Thereafter, only the chunks that stay in orbit around the Sun can continue to strike the planets. The field density of those fragments is highest by far in the first 100,000 years following the explosion, which is the average time it takes Jupiter to eliminate almost everything in planet‑crossing or unstable orbits. Let's call the first 100,000 years after the debris wave passes the “high impact period”.

By 100,000 years after the explosion, the field density of impactors would tend to be close to what we see today. This will last until the Earth, for example, cleans out fragments in earth‑crossing orbits – about 30 million years. Let's call this the “normal impact period”.

So in summary, following the explosion we have:

• a blast wave, requiring days to weeks to pass
• a debris wave, requiring weeks to months to pass
• a high impact period, lasting about 100,000 years (limit set by Jupiter)
• a normal impact period, lasting 30-60 million years for asteroids in earth crossing orbits

Previously, I confused the blast wave and debris wave periods, leading for example to an erroneous prediction that cratering on Venus would show a strong hemispheric asymmetry. But the spread of arrival times for the debris wave might be expected to be almost an order of magnitude longer than for the blast wave, canceling much of the asymmetry for cratering that is predicted to occur with the carbonaceous soot deposits in the blast wave. The high and normal impact periods will further smooth out any asymmetry; and the effect of multiple explosions should effectively eliminate any small remaining asymmetry. If an asymmetry did still exist, this scenario predicts that it might show up only in the largest impacts, which would have come mainly from the single largest explosion event. Curiously, the one reported cratering asymmetry on Venus appears only for “volcanic craters” over 20 km in diameter [Science 261, 591-595 (1993)].

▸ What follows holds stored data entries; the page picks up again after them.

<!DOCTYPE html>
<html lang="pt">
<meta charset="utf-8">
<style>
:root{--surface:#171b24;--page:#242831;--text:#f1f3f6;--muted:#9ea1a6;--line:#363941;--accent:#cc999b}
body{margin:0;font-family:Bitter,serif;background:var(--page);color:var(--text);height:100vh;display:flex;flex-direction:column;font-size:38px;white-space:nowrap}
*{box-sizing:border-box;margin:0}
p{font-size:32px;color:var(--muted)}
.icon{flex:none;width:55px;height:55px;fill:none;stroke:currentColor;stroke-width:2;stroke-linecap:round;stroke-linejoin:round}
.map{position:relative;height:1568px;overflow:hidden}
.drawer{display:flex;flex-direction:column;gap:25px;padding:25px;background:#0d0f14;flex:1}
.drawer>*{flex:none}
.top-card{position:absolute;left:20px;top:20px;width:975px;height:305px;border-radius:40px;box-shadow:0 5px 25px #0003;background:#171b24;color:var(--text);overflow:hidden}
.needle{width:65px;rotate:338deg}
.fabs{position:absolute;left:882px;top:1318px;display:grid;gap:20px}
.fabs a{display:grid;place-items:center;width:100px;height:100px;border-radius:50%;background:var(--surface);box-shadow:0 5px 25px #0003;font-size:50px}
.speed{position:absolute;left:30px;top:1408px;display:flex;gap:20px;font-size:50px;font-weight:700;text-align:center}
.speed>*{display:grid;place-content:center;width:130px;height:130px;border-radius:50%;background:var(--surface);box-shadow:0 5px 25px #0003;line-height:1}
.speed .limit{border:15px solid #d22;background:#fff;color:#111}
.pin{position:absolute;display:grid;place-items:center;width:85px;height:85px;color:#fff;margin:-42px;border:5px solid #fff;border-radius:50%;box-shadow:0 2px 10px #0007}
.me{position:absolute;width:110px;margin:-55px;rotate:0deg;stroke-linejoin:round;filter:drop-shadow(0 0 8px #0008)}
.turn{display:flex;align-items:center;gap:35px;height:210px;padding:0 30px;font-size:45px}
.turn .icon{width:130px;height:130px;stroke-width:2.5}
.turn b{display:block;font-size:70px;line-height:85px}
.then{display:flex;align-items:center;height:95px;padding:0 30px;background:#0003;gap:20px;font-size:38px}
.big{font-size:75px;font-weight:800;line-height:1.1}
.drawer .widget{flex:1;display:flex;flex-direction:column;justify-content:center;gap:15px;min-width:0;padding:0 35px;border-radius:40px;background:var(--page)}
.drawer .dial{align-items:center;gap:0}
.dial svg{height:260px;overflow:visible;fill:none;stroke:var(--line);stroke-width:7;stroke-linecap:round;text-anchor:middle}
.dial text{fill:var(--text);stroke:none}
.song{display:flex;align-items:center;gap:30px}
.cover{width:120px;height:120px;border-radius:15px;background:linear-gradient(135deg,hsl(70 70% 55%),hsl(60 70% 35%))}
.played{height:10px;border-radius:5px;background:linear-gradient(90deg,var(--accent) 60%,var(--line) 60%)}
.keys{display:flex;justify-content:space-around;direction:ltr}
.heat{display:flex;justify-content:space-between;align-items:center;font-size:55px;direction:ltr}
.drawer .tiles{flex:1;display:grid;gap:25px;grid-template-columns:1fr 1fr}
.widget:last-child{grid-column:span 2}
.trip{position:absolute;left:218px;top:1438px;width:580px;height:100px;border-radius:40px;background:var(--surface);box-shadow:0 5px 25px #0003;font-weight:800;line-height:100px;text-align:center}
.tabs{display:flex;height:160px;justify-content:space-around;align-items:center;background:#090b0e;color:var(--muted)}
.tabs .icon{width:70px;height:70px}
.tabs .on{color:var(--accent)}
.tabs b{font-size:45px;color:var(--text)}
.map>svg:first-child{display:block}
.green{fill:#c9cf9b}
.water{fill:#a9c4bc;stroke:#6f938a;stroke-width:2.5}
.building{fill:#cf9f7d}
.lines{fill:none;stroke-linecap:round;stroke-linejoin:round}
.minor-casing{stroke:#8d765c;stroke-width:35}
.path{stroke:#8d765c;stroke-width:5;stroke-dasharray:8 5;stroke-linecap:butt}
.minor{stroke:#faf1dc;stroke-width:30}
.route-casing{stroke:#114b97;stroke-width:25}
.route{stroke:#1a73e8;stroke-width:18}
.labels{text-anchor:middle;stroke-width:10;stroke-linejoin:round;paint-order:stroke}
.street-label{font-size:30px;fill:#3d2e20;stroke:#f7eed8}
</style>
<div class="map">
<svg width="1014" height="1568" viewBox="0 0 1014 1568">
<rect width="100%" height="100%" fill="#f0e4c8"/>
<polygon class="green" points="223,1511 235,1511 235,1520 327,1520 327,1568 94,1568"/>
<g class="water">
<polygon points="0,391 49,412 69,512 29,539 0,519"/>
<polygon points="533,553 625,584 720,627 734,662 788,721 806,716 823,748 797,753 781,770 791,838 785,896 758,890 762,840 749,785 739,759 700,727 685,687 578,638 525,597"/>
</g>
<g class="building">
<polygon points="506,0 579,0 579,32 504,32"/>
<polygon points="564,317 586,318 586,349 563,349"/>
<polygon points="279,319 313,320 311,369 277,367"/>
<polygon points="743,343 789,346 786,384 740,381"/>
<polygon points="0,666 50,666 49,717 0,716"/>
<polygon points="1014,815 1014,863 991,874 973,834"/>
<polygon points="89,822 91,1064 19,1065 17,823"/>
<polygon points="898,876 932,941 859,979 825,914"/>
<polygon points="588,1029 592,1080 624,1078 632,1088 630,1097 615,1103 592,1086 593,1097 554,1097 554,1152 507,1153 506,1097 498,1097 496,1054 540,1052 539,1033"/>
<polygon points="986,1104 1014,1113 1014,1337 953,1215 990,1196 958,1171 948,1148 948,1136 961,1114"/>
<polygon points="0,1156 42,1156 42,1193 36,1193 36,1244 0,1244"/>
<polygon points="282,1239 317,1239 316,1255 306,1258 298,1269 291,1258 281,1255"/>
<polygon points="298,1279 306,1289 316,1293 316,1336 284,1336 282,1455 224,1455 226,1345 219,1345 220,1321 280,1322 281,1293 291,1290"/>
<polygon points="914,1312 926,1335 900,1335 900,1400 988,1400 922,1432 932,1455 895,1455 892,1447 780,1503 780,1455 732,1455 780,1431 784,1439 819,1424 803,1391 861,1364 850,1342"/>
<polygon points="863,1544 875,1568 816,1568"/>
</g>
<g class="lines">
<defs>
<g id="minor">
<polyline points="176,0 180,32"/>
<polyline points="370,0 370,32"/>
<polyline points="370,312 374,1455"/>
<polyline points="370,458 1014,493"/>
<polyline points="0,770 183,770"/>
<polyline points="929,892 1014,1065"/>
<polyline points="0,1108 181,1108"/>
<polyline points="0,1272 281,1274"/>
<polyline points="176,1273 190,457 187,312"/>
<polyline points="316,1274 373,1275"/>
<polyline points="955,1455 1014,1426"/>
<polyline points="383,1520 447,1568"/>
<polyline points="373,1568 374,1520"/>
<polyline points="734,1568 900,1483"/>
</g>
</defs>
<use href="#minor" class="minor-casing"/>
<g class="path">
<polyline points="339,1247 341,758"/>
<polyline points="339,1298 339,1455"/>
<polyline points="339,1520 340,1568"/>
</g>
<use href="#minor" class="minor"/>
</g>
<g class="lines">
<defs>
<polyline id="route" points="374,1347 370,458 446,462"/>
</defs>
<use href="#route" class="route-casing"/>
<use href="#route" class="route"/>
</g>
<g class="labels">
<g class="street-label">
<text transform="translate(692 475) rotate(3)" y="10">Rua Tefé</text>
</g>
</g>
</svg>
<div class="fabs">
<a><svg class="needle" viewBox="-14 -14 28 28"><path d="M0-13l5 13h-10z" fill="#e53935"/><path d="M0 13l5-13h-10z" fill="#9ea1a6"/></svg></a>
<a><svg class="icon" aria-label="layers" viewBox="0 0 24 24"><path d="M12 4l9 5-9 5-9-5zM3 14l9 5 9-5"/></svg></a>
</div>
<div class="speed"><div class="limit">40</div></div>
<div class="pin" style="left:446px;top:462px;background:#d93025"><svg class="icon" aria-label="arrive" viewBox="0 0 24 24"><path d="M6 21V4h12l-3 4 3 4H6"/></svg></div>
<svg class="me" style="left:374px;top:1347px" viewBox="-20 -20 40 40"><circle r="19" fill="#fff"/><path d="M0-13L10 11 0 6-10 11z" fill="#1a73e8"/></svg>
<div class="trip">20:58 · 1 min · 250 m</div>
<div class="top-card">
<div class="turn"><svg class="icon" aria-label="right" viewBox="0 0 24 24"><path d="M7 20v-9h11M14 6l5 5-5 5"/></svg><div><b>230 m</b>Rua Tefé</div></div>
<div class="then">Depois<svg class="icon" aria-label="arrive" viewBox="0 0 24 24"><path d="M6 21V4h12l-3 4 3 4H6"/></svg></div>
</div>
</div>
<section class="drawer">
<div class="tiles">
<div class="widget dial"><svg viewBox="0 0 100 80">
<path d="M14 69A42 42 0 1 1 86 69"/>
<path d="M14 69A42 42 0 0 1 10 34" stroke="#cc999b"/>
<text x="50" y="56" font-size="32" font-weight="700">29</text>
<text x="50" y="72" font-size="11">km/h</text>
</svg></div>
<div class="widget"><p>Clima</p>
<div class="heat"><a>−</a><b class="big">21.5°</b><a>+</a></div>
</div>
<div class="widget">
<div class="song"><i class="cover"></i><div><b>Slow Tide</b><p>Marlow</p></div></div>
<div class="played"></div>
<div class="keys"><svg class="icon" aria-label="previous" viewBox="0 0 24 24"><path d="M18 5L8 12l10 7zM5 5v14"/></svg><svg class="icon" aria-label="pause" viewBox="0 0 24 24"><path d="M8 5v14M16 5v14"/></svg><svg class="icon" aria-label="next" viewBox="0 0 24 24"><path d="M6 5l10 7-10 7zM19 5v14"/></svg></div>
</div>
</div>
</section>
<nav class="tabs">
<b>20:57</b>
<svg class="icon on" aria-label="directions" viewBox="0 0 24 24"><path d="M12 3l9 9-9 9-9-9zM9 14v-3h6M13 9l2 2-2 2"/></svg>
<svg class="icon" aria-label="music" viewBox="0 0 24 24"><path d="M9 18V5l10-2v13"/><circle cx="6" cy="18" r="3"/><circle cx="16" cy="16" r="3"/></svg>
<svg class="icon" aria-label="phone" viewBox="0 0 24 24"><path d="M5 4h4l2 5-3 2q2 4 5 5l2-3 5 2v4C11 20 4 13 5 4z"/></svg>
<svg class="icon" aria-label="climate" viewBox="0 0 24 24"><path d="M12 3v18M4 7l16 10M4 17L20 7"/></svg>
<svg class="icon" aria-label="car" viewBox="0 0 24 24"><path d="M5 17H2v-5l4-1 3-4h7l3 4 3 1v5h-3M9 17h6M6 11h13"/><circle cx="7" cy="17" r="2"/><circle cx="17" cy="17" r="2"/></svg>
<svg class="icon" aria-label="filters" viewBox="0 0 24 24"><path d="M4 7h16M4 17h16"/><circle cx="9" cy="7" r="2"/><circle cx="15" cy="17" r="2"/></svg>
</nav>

Although many issues remain, more than can be addressed here, in the light of this hypothesis revision, it clearly answers many questions and challenges, and seems to reconcile with the principal lines of evidence that did not fit the original hypothesis. It also points up the need for experts in many fields to examine the various lines of evidence without preconceptions or bias, and to contribute their knowledge and experience to this issue. No one person can be expected to have enough expertise in so many fields to get all the important details right, such as the tentative associations proposed here. For example, we read in Nature 363, 704-706 (1993) of the existence of many newly discovered small Earth-crossing asteroids with little orbital eccentricity and different colors than main belt asteroids. Yet another population of objects may be implied – perhaps a mini-asteroid belt in which the Earth is emerged. We still have much to learn about our own solar system.

I conclude by asking if I have yielded to the temptation that so many working scientists succumb to, and patched a hypothesis to keep it consistent with observations and therefore viable? Or did I originally overlook an easily anticipated feature of the hypothesis that should have been there all along? In answer I suggest that the meph is a more natural form of the hypothesis even if there were not a shred of observational evidence to support it. However, any such answer is surely subject to experimenter bias; so it is up to others to judge, and future observations to decide.